Not needed. The list is as much about 'K-W' and computers as much as it is
about Linux, particularly as there is recognition that we live in a
Windows world.

Power, and its consumption, affects everything above.

>> My wife just brought in an electrician to tell us why our electricity
>> costs at home are so high.  He came up with a bunch of different
>> things, but one of the potential culprits are the two computers
>> running in the basement.  One's an old Dell tower server that runs our
>> Voip phones.  The other is a web/database/backup server running on an
>> older HP workstation.
>>
>
>> A quick back of the napkin estimate from the electrician indicated the
>> two machines might be costing me 30+ bucks a month in hydro alone.
>
> Did this electrician use a simple Watt meter before making these napkin
> calculations?   Unless these two computers have attached CRT's turned on
> 24/7, I would be *really* surprised if combined these are using more
> than 150W, (3.6 KWh / day, * 30 = 108KWh)  Still worth reducing, of
> course, but that should cost less than half than this $30 estimate.

Or whatever the doohickey attached to a VOM is that looks like a clamp
from an operating room table, that tells you the power flowing through the
wires via inductance?


Check my math please. 500W = 1/2 kW @ $0.06/kWh -> 0.5 x $0.06 x 24 * 30 =
$21.60 for a 500W power supply on a computer running full bore 24 x 7.

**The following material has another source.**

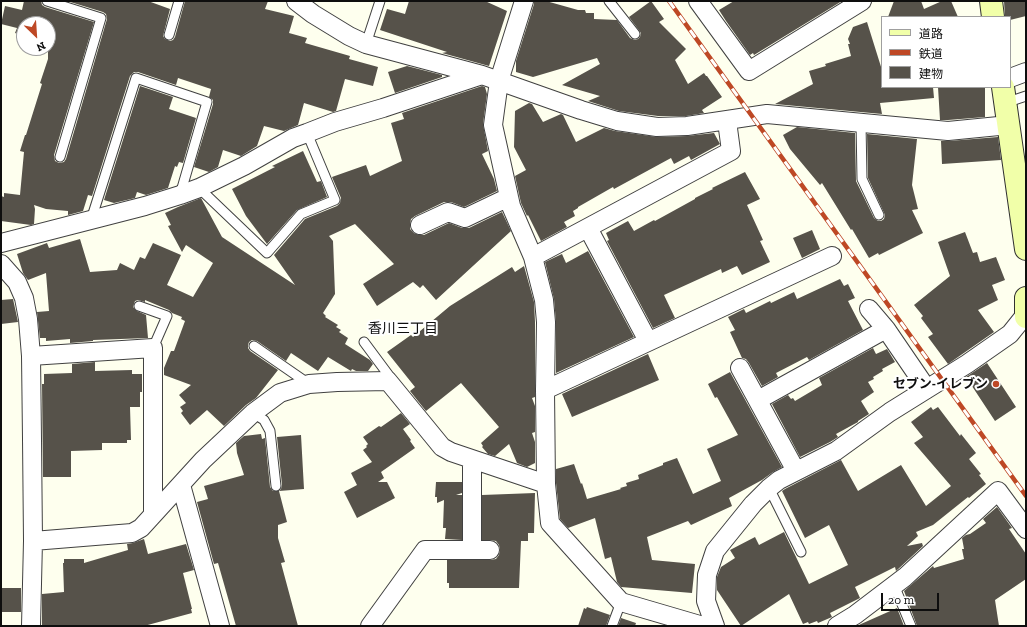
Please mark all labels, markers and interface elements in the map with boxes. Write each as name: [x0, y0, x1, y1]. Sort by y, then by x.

    You can't be drawing more or your power supply would fall over, and
you can't be drawing anywhere near 80% or it would reasonably quickly
melt. In either case, ain't nothing happening here in those cases
(it's dead, Jim). So call it $17.28.


Leveraging off what John said, and what he's said in the past (which was
based on his best guess and/or experience of the time), if your VoIP
hardware is all external/IP, through ATAs and/or SPAs, then a VM should be
OK. Further, being a vm, and since you are of course running two redundant
failover systems in your home bet your business environment, you can
snapshot the vm occasionally, so that if you're in the midst of a problem,
you fire up the latent vm on the other machine. Arguably, this is true of
your web server as well - especially if the non-static pages it's pulling
are off another computer, such as that old laptop doing nothing any more.
[I'd bet Khalid could speak to the viability of that, here - you might
want to post how many lines and phones you're running on VoIP, and per day
hits, simultaneous users, extent of dynamic content you're serving up on
the web, to get more precise fuzzy suggestions here.)

What's your tolerance for down time, and what's your service people
proximity like? If they can have you going within 4 hours, do you even
need a backup voip solution if merely being able to pick up the ringing
phone is sufficient.

Would an Unlimitel Virtual PBX suit you, and take the on-site hardware
issue away entirely? Or a local hosting provider?

If your needs are modest enough, Lori has demonstrated Asterisk on a
LinkSys. And if not modest enough, only slightly bigger hardware would do
it. Same may be true for a webserver, depending upon the amount of dynamic
content, perhaps utilizing space coming off a USB drive.

Re: SSD's ... is it not still current thinking that SSD's have a shorter
lifespan than hard drives?

And don't forget, if you have > 0.5 TB drives now, I don't believer there
are may SSD's of that size out there, and certainly no SSD is reasonably
priced, vis a vis hard drive, using capacity as your only yardstick.